Don’t Be a Burden

img006Do your kids a favor – clean out your house now! Before you die. Hell, you’d be doing yourself a favor too.

Life insurance companies like to play the ‘don’t be a burden’ to your kids by leaving them a bunch of debt. Which is good advice, but you should do that by not going into debt in the first place, but that’s another post. But what about the burden of all the shit you collected in your 60+ years of adulthood?

And it is a burden. Your children or grandchildren will look at all of your stuff and think because it belonged to you it must have value. When in actuality, it was a light bulb you found on sale and just couldn’t pass it up. Then you stuck it in a closet or the basement and forgot all about it. Now they are riddled with guilt because they know they have no need or desire to keep it, but it is one of the last things that belonged to you so they have to keep it. Right?

But see we don’t think of it that way. When we buy stuff, usually, it’s because it fills a need at the time, whether it’s an actual need or just an emotional one. We’re not thinking of how much dust it will probably collect before we use it. If we use it at all.

We’re not thinking that our time may run out before we get to use it.

I’m not saying we should either. That would be creepy, and depressing. But what it we thought of someone other than ourselves for a change? Spouses, children, whoever buys the house next.

I get it. I used to love to shop the clearance sales at Target. I had a whole bedroom filled with ‘gifts’ for other people. I had clothes I knew, way down deep, that I would never wear, but they were on sale – thank you Kohl’s – and I just had to have them.

Then we put our house up for sale…

We had to move half of our crap to the house we eventually bought just to be able to show ours. The house we bought belonged to R.J.’s grandparents and is the main reason for this post. We’ve spent the last 6 years or so cleaning it out, fighting the guilt one trashcan at a time.

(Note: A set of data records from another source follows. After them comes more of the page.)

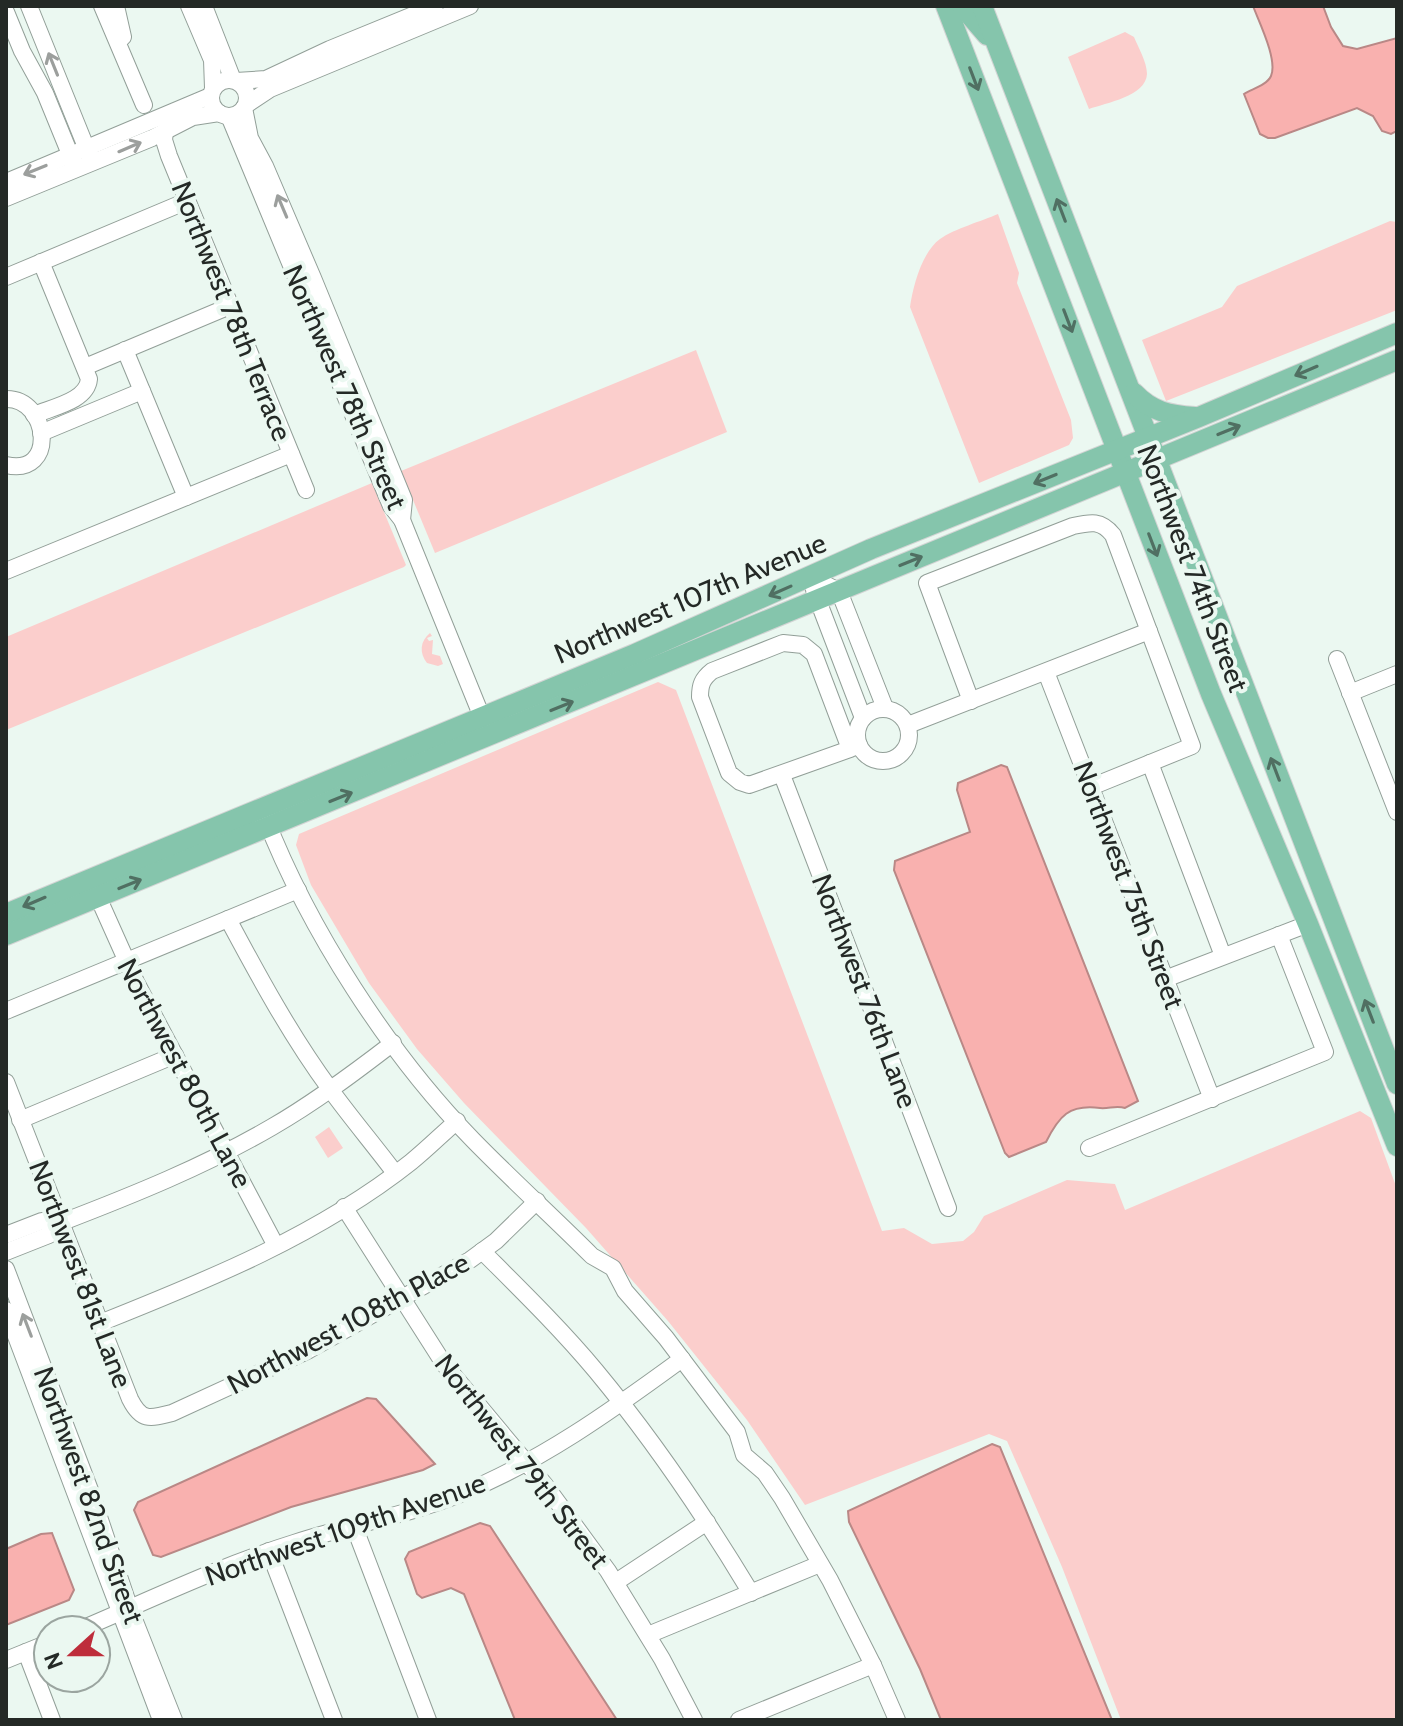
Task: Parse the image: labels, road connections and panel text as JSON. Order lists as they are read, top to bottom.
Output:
{
  "streets": {
    "main road": ["Northwest 74th Street", "Northwest 107th Avenue"],
    "street": [
      "Northwest 78th Terrace",
      "Northwest 78th Street",
      "Northwest 75th Street",
      "Northwest 76th Lane",
      "Northwest 80th Lane",
      "Northwest 81st Lane",
      "Northwest 108th Place",
      "Northwest 79th Street",
      "Northwest 82nd Street",
      "Northwest 109th Avenue"
    ]
  },
  "crossings": [
    ["Northwest 78th Street", "Northwest 107th Avenue"],
    ["Northwest 74th Street", "Northwest 107th Avenue"],
    ["Northwest 107th Avenue", "Northwest 80th Lane"],
    ["Northwest 81st Lane", "Northwest 108th Place"],
    ["Northwest 108th Place", "Northwest 79th Street"],
    ["Northwest 79th Street", "Northwest 109th Avenue"],
    ["Northwest 82nd Street", "Northwest 109th Avenue"]
  ],
  "north": "left"
}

I thought we were finally getting a handle on it until yesterday. I was putting up some of my pictures and nic nacs that I had left in boxes while we were renovating. There’s not much, but it still seemed like a lot, too much.

And that’s when it hit me. I’m getting to an age where I can’t just think of myself anymore. Everything I buy and bring into my home will be left for someone else to clean out.

Do I really want to waste someone else’s time and energy with trivial crap?

Hmm, that’s a really loaded question with different implications, but for now I’m talking about actual, physical stuff. So the answer, obviously, is no. And I’m not so vain as to think that the stuff I own that I do value and use will be of value or important to anyone else. And that’s okay. Whoever has to clean up after me needs to know they have my permission to throw anything and everything away.

But I’m hoping there won’t be much. I’m planning on not having much from this day forward. And I encourage you to do the same. If you find something you haven’t seen for years and forgot that you even had it, chances are you can get rid of it and not miss it.

I know, I know, I feel the anxiety too, but trust me you’ll feel better once it’s gone and you can actually see and use parts of your house you haven’t been able to for years.

Start small. One item a day until you get one room cleaned out. Then move onto the next. And pretty soon you’ll have a house you can breathe in again. Oh, and your kids will thank you too.